--- RECORDS FOR THIS EXERCISE ---

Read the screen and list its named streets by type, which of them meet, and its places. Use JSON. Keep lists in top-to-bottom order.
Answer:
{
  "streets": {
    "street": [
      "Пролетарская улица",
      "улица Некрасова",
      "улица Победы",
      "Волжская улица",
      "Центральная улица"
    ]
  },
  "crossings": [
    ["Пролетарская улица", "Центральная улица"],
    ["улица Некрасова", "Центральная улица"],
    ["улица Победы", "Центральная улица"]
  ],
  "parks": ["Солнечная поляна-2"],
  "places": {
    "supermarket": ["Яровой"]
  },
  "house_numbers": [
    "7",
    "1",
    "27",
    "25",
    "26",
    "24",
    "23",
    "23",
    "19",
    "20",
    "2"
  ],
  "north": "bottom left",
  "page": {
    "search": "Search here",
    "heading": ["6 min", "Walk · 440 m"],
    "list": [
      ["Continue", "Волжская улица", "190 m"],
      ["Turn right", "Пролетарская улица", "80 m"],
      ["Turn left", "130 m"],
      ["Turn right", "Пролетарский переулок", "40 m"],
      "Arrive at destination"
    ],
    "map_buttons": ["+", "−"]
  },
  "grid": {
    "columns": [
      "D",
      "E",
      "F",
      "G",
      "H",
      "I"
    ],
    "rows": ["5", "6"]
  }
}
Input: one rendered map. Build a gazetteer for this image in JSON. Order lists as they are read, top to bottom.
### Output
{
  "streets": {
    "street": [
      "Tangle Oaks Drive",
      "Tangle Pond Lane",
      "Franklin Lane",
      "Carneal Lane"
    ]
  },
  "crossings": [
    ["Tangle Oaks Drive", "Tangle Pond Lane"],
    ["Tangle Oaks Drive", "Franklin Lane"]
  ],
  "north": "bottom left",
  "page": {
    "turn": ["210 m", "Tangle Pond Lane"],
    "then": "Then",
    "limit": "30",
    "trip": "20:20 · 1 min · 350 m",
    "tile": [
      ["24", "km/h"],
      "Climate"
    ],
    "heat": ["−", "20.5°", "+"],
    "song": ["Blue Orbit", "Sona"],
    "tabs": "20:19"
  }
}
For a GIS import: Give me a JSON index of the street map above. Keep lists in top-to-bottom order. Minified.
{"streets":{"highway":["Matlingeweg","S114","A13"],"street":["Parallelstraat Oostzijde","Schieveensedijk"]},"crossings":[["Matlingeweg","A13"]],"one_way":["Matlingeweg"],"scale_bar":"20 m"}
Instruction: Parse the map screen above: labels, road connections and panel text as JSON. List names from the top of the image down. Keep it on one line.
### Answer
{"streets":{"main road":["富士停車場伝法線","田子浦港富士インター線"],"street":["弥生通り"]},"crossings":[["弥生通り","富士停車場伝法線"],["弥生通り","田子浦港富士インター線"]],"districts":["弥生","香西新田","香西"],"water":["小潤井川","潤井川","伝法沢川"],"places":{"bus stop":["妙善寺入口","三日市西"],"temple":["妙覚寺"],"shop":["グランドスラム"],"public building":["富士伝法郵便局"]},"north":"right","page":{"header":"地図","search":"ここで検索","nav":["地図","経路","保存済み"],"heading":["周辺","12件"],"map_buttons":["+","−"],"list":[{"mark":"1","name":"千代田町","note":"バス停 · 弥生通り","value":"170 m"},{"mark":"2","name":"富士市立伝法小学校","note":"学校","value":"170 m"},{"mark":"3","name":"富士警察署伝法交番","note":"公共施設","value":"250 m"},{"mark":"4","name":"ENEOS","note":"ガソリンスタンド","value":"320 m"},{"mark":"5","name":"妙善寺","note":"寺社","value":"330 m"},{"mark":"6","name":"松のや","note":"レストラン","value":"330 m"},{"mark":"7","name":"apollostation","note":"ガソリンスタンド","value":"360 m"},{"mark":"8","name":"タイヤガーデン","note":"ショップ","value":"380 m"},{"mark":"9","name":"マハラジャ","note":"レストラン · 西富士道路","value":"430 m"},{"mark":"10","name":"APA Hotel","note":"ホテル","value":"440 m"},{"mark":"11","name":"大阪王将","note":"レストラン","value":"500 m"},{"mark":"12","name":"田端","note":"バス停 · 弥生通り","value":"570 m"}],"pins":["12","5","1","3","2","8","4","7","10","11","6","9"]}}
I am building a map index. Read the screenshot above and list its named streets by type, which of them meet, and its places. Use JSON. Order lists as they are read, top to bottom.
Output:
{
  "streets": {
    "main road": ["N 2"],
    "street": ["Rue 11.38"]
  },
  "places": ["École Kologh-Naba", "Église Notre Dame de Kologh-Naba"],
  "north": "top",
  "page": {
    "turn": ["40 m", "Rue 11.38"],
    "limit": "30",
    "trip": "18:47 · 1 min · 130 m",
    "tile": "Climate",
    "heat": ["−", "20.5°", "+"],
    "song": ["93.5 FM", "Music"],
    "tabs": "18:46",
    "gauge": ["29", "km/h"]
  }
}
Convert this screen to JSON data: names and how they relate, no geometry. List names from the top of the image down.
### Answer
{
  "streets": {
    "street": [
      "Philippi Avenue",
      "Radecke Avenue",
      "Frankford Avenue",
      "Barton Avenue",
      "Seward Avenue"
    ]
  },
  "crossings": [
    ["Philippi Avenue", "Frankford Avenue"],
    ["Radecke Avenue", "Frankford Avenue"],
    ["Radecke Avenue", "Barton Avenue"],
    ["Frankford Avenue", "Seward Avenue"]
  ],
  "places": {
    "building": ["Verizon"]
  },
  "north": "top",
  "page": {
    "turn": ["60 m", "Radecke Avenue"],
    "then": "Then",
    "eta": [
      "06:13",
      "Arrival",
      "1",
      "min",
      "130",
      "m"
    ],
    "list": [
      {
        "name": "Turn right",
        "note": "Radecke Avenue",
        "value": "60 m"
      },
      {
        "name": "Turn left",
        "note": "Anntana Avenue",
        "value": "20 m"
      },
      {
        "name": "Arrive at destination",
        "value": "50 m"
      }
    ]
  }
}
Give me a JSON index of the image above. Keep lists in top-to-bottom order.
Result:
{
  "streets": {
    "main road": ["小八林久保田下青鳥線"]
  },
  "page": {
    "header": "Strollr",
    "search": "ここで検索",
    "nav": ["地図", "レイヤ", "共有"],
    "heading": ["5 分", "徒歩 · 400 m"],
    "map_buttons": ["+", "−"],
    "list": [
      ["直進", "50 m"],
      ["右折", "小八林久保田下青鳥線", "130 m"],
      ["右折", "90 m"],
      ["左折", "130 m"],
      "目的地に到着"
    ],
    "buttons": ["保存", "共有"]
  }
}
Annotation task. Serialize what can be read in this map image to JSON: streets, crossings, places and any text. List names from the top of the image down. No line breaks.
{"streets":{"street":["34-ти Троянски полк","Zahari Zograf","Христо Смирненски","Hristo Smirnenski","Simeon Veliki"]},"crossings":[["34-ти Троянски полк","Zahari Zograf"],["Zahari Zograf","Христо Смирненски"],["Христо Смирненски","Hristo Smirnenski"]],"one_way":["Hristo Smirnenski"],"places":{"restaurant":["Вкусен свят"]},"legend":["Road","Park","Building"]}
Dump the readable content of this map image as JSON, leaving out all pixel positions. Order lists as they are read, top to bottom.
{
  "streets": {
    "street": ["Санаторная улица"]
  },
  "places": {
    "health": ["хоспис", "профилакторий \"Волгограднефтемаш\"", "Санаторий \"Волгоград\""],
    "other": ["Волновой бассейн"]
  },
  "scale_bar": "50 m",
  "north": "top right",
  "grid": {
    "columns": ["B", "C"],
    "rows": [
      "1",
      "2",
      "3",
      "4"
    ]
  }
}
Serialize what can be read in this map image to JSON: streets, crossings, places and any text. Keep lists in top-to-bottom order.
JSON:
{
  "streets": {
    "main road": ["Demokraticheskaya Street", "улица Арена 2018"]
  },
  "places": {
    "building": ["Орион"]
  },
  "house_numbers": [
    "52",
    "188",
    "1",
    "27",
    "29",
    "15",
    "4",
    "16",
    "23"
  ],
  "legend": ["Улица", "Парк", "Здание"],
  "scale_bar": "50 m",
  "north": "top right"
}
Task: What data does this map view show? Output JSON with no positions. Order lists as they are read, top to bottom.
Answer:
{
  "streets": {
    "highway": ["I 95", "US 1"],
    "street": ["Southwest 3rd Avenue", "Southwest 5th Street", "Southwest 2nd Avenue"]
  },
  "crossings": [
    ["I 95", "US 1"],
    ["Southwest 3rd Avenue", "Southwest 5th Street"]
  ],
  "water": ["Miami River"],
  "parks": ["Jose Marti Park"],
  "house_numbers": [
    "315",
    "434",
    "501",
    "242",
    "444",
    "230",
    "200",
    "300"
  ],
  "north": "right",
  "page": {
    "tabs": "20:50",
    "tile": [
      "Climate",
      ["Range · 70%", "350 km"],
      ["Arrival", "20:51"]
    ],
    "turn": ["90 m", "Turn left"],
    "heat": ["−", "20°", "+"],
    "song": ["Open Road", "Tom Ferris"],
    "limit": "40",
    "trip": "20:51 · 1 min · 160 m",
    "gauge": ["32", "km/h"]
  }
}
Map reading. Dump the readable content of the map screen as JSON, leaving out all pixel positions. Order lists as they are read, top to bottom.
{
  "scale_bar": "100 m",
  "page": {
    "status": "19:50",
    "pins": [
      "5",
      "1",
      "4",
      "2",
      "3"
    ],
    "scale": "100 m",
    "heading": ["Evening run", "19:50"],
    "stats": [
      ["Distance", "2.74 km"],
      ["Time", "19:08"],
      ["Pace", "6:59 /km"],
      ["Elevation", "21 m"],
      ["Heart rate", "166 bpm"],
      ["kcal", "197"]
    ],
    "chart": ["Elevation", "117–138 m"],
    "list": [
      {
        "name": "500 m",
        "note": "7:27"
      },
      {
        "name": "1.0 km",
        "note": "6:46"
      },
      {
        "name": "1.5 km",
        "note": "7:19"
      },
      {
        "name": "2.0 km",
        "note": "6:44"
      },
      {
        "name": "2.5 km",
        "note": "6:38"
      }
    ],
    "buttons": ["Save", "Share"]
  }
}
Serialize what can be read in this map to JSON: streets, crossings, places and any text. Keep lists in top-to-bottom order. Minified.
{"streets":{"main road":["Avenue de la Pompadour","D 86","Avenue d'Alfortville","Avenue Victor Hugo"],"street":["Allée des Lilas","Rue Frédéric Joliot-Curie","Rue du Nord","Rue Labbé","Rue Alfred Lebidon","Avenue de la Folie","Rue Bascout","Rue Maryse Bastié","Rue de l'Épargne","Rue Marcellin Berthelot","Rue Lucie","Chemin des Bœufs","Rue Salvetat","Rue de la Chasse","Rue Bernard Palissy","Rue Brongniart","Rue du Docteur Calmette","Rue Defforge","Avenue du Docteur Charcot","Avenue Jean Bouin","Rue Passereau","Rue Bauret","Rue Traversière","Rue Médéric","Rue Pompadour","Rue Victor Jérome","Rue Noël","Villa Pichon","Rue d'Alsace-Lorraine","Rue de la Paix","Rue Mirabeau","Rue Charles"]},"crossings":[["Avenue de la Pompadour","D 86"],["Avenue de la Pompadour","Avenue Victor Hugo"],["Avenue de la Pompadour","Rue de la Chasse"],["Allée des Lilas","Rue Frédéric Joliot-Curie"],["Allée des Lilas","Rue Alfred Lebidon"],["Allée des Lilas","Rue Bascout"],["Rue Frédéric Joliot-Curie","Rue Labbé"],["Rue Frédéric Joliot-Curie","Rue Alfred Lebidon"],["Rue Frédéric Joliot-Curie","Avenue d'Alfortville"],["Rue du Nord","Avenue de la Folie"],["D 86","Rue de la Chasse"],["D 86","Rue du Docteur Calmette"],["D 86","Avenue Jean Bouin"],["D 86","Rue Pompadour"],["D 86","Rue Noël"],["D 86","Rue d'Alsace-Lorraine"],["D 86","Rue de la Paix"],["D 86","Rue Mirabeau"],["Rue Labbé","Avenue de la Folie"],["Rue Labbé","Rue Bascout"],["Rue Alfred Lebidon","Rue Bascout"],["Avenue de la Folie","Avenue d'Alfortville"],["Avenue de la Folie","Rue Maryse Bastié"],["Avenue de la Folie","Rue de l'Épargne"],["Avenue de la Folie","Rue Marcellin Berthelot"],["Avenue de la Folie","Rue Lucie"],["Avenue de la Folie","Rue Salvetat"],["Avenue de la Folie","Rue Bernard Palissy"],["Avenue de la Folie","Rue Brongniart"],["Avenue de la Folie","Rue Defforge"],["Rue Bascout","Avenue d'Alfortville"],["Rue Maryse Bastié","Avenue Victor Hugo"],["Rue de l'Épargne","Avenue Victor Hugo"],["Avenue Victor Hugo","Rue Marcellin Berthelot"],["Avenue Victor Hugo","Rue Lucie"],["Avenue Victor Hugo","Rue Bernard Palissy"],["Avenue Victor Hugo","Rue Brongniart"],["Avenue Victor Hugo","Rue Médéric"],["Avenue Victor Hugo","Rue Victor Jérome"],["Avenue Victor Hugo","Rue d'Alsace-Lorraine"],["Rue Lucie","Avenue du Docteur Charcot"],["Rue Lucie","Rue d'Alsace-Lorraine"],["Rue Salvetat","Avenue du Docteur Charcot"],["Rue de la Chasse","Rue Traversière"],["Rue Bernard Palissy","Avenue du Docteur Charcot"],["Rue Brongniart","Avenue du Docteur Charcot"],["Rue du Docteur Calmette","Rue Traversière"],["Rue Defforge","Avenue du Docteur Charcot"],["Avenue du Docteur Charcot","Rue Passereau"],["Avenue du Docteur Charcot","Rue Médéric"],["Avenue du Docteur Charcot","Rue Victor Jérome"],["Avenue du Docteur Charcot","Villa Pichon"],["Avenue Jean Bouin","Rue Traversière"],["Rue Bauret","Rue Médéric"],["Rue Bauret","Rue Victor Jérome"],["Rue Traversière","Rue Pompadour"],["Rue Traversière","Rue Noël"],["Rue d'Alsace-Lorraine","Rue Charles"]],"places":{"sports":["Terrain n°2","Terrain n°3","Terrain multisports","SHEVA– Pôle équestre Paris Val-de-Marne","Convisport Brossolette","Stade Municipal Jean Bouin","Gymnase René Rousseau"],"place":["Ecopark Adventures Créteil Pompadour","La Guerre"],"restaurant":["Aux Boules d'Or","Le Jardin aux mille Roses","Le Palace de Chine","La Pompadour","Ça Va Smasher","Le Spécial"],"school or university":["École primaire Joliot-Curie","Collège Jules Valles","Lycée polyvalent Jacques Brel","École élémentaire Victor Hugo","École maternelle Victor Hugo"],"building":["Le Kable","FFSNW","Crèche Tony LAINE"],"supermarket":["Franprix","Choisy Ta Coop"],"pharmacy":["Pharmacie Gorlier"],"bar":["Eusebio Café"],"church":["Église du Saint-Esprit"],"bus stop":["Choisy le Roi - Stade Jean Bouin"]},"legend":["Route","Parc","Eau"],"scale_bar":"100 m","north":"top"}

---

PROBLEM TO SOLVE =
Your answer must be every line from the listing above that holds the string "left".

SOLUTION TO THIS EXERCISE =
  "north": "bottom left",
      ["Turn left", "130 m"],
  "north": "bottom left",
        "name": "Turn left",
    "turn": ["90 m", "Turn left"],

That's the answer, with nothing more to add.